Directions -
Nothing in the entries may change when they are transcribed.

(Extracted information begins)

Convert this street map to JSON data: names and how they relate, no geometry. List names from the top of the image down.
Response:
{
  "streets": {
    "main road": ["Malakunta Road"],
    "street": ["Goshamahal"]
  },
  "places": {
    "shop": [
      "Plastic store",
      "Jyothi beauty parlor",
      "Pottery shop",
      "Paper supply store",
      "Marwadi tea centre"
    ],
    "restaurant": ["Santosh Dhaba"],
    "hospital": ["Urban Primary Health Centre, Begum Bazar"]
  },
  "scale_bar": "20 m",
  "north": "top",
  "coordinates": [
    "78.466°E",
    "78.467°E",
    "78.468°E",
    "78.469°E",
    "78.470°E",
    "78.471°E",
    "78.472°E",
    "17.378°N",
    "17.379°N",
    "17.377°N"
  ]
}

(Extracted information ends)

Answer to the problem -
Convert this street map to JSON data: names and how they relate, no geometry. List names from the top of the image down.
Response:
{
  "streets": {
    "main road": ["Malakunta Road"],
    "street": ["Goshamahal"]
  },
  "places": {
    "shop": [
      "Plastic store",
      "Jyothi beauty parlor",
      "Pottery shop",
      "Paper supply store",
      "Marwadi tea centre"
    ],
    "restaurant": ["Santosh Dhaba"],
    "hospital": ["Urban Primary Health Centre, Begum Bazar"]
  },
  "scale_bar": "20 m",
  "north": "top",
  "coordinates": [
    "78.466°E",
    "78.467°E",
    "78.468°E",
    "78.469°E",
    "78.470°E",
    "78.471°E",
    "78.472°E",
    "17.378°N",
    "17.379°N",
    "17.377°N"
  ]
}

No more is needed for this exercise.